To address these challenges, the following actions are recommended:
- Education and advocacy: Professional and academic societies across SE and healthcare should collaborate to raise awareness of SE's strategic role and integrate core SE concepts into clinical management, public health, and health administration curricula.
- Workforce development: New pathways, such as joint degrees, fellowships, and continuing‐education programs, should cultivate hybrid leaders skilled in both SE and healthcare delivery.
- Policy and incentives: Regulatory and accreditation agencies can promote SE leadership by embedding systems integration requirements within institutional performance frameworks.
- Pilot programs and evaluation: Hospitals should pilot the CSE role within defined subsystems, evaluate its impact on quality, resilience, and staff well‐being, and disseminate lessons learned to guide scalable adoption.
Conclusion
8
The evolution of LHSs depends not only on technology and data but on the deliberate engineering of healthcare as a coherent, adaptive enterprise.
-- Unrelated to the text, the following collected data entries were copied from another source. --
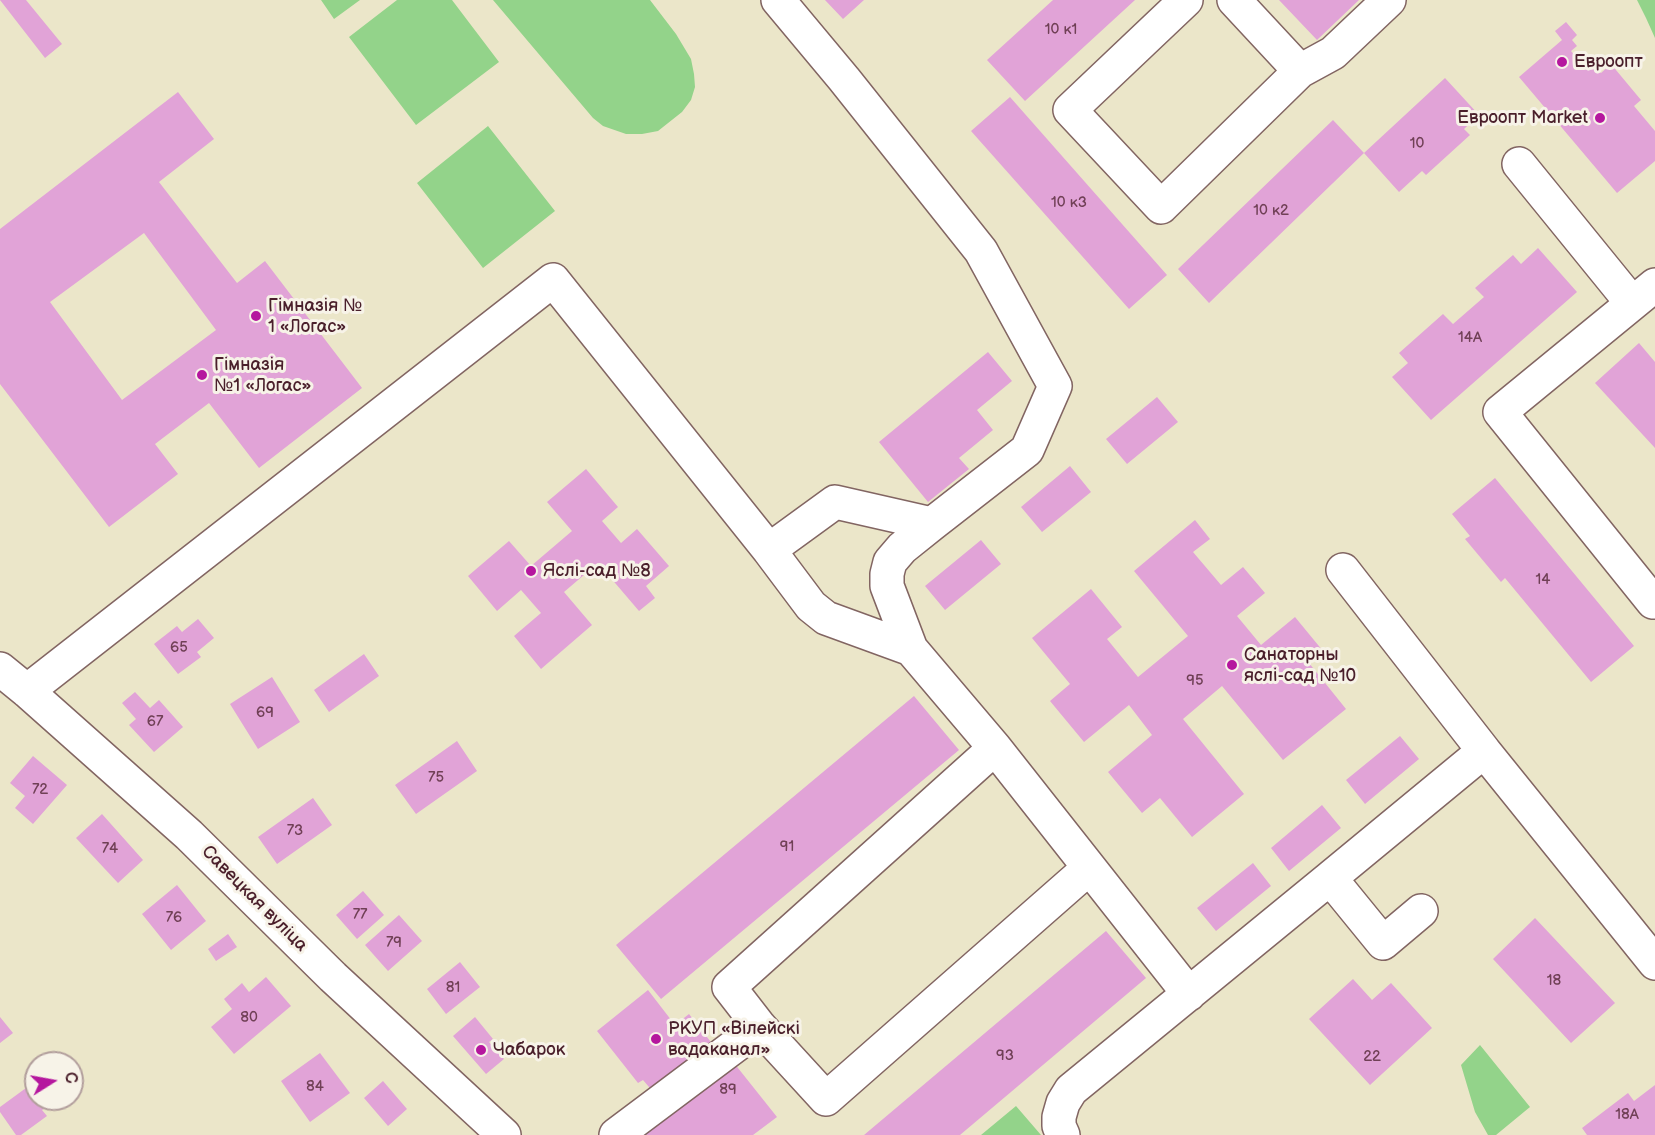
<!DOCTYPE html>
<html>
<head>
<meta charset="utf-8">
<style>
	body { margin:0 }
	#map { position:relative; width:1655px; height:1135px; overflow:hidden; background:#ebe6c9; font-family:"Balsamiq Sans",sans-serif }
	canvas { display:block }
	.north { position:absolute; left:24px; top:1051px; width:60px; height:60px; box-sizing:border-box; background:#f7f3e8; border:2px solid #b29e9c; border-radius:50%; rotate:79deg; font-size:16px; font-weight:700; line-height:24px; text-align:center; color:#4a1f2b }
	.north::after { content:''; display:block; margin:auto; width:21px; height:27px; background:#b5179e; clip-path:polygon(50% 0,100% 100%,50% 72%,0 100%) }
</style>
</head>
<body>
<div id="map">
<canvas width="1655" height="1135"></canvas>
<div class="north">С</div>
</div>
<script>
const ctx = document.querySelector('canvas').getContext('2d');
ctx.lineJoin = 'round';
function paint(path, color) {
  ctx.fillStyle = color;
  ctx.fill(path, 'evenodd');
}
function toPath(rows) {
  const path = new Path2D();
  for (const r of rows) {
    path.moveTo(r[0], r[1]);
    for (let i = 2; i < r.length; i += 2) path.lineTo(r[i], r[i + 1]);
  }
  return path;
}
function trace(path, color, width, dash) {
  ctx.strokeStyle = color;
  ctx.lineWidth = width;
  ctx.lineCap = dash ? 'butt' : 'round';
  ctx.setLineDash(dash || []);
  ctx.stroke(path);
}
function write(font, color, halo, rows, align = 'center') {
  ctx.font = font + ' "Balsamiq Sans",sans-serif';
  ctx.lineWidth = 6;
  ctx.setLineDash([]);
  ctx.textBaseline = 'middle';
  ctx.strokeStyle = halo;
  ctx.fillStyle = color;
  for (const [text, x, y, turn = 0] of rows) {
    ctx.save();
    ctx.translate(x, y);
    ctx.rotate((+turn || 0) * Math.PI / 180);
    ctx.textAlign = isNaN(turn) ? turn : align;
    if (halo) ctx.strokeText(text, 0, 0);
    ctx.fillText(text, 0, 0);
    ctx.restore();
  }
}
paint(toPath([
	[321,0,360,0,334,19],
	[397,0,452,0,499,62,416,125,349,37],
	[493,0,650,0,676,34,691,59,694,74,695,87,691,100,682,112,658,131,642,134,626,134,603,126,593,118],
	[1637,0,1655,0,1655,38,1646,18],
	[488,126,555,211,483,268,417,183],
	[1480,1045,1530,1107,1496,1135,1488,1135,1475,1112,1461,1065],
	[1016,1106,1041,1135,981,1135]
]), '#93d38a');
paint(toPath([
	[0,0,26,0,62,44,45,58],
	[825,0,864,0,843,19],
	[1053,0,1135,0,1025,101,987,60],
	[1279,0,1359,0,1317,40],
	[1566,22,1577,35,1572,40,1577,46,1571,51,1586,69,1593,64,1601,73,1611,64,1641,100,1634,106,1655,131,1655,161,1617,193,1519,77,1562,40,1555,31],
	[1445,78,1479,115,1464,129,1470,135,1426,175,1422,171,1399,192,1364,153,1209,303,1178,269,1333,120,1364,153],
	[178,92,214,139,159,182,237,283,265,261,362,388,259,468,209,403,155,444,178,474,109,527,0,384,0,229],
	[144,233,216,330,122,400,50,302],
	[1010,97,1167,275,1129,309,971,131],
	[1538,248,1577,292,1431,420,1392,377,1408,363,1399,353,1443,314,1453,324,1484,297,1475,288,1513,255,1521,264],
	[1639,343,1655,362,1655,448,1595,383],
	[988,352,1012,381,977,410,993,430,959,458,969,469,928,502,879,442],
	[1157,397,1178,422,1127,464,1106,439],
	[1070,466,1091,492,1042,532,1021,507],
	[586,469,618,507,602,521,621,543,637,529,669,566,646,586,655,598,639,611,598,563,564,592,592,625,541,669,514,636,541,613,521,590,497,611,468,576,509,541,531,566,572,531,547,502],
	[1495,478,1634,646,1591,682,1505,578,1501,582,1465,539,1470,536,1452,514],
	[1195,520,1210,539,1193,552,1221,585,1243,567,1265,593,1237,616,1261,645,1295,617,1323,651,1309,663,1346,709,1283,760,1222,686,1183,719,1244,794,1192,837,1160,798,1142,813,1108,772,1152,735,1129,705,1084,742,1050,701,1070,684,1032,638,1091,589,1122,627,1107,639,1138,677,1188,636,1134,571],
	[981,540,1001,564,945,610,925,586],
	[198,619,214,638,197,652,201,657,178,674,154,644,177,626,182,632],
	[364,654,379,676,329,712,314,690],
	[272,677,300,722,258,749,230,704],
	[135,692,150,708,159,700,183,727,154,752,129,725,136,719,122,703],
	[914,696,959,750,661,999,616,945],
	[1400,736,1419,759,1365,804,1346,780],
	[457,741,477,771,416,814,395,785],
	[33,756,67,785,33,824,15,808,25,796,10,783],
	[313,798,332,825,277,864,258,837],
	[1322,805,1341,828,1289,871,1271,848],
	[102,814,143,860,118,883,76,838],
	[1253,863,1271,886,1216,931,1197,908],
	[177,885,206,921,171,950,142,914],
	[363,891,384,915,357,939,336,915],
	[399,915,422,941,388,971,365,945],
	[1535,918,1615,1003,1571,1043,1493,959],
	[1106,931,1146,978,960,1135,864,1135],
	[228,934,237,947,216,961,208,949],
	[460,962,480,987,446,1014,427,989],
	[266,977,291,1006,234,1054,211,1027,232,1009,224,999,242,983,249,992],
	[1353,979,1372,1000,1391,983,1432,1028,1370,1085,1309,1019],
	[648,990,675,1025,689,1014,714,1046,655,1094,643,1080,638,1083,597,1031],
	[0,1017,13,1033,0,1043],
	[475,1017,493,1039,489,1042,504,1059,486,1074,453,1036],
	[320,1053,350,1093,310,1122,281,1081],
	[734,1063,777,1117,753,1135,644,1135],
	[72,1072,80,1083,72,1088],
	[383,1081,407,1109,388,1126,364,1098],
	[36,1085,36,1099,57,1099,42,1110,47,1116,21,1135,16,1135,0,1112,0,1107,26,1088,28,1091],
	[1655,1085,1655,1135,1587,1135,1582,1128,1628,1093,1634,1101]
]), '#e1a3d7');
const minor = toPath([
	[778,0,844,79,981,251,1055,386,1027,450,932,524,902,548,890,562,887,574,887,586,911,649,995,748,1189,994],
	[1186,0,1070,110,1161,207,1300,71],
	[1234,0,1300,71,1333,53,1389,0],
	[1519,164,1632,303],
	[769,550,835,502,932,524],
	[1343,570,1484,751],
	[1653,602,1500,412,1655,285],
	[0,669,27,691,189,835,333,977,504,1135],
	[27,691,553,280,769,550,811,606,826,618,911,649],
	[995,748,729,987,760,1027,826,1099,1089,868],
	[1421,911,1383,943,1330,878,1484,751,1655,963],
	[616,1135,760,1027],
	[1063,1135,1059,1126,1059,1117,1063,1103,1071,1090,1330,878]
]);
trace(minor, '#826562', 36);
trace(minor, '#fff', 33);
for (const [x, y, r, color] of [
	[1562,62,6,"#b5179e"],
	[1600,118,6,"#b5179e"],
	[256,316,6,"#b5179e"],
	[202,375,6,"#b5179e"],
	[531,571,6,"#b5179e"],
	[1232,665,6,"#b5179e"],
	[656,1039,6,"#b5179e"],
	[481,1050,6,"#b5179e"]
]) {
  const dot = new Path2D();
  dot.arc(x, y, r, 0, 2 * Math.PI);
  ctx.fillStyle = color;
  ctx.fill(dot);
  trace(dot, '#f7f3e8', 2);
}
write('15px', '#704056', null, [
	["10 к1",1061,30],
	["10",1417,144],
	["10 к3",1069,203],
	["10 к2",1271,211],
	["14А",1470,338],
	["14",1543,580],
	["65",179,648],
	["95",1195,681],
	["69",265,713],
	["67",155,722],
	["75",436,778],
	["72",40,790],
	["73",295,831],
	["91",787,847],
	["74",110,849],
	["77",360,915],
	["76",174,918],
	["79",394,943],
	["18",1554,981],
	["81",453,988],
	["80",249,1018],
	["93",1005,1056],
	["22",1372,1057],
	["84",315,1087],
	["89",728,1090],
	["18А",1627,1115]
]);
write('18px', '#4a1f2b', '#f7f3e8', [
	["Евроопт",1574,62],
	["Евроопт Market",1588,118,"right"],
	["Гімназія №",268,306],
	["1 «Логас»",268,327],
	["Гімназія",214,365],
	["№1 «Логас»",214,386],
	["Яслі-сад №8",543,571],
	["Санаторны",1244,655],
	["яслі-сад №10",1244,676],
	["РКУП «Вілейскі",668,1029],
	["вадаканал»",668,1050],
	["Чабарок",493,1050]
], 'left');
write('18px', '#4a1f2b', '#f7f3e8', [
	["Савецкая вуліца",254,899,45]
]);
</script>
</body>
</html>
SE offers the methodological foundation for this transformation, yet its potential remains limited without leadership dedicated to sustaining integration across people, processes, and technologies. Embedding a CSE within hospital leadership translates SE from a project‐based activity into an organizational capability—linking operational learning with strategic governance and ensuring that adaptation becomes continuous rather than crisis‐driven. Establishing this role represents a practical step toward building health systems that are resilient, equitable, and capable of continuous learning.
Conflicts of Interest
The author declares no conflicts of interest.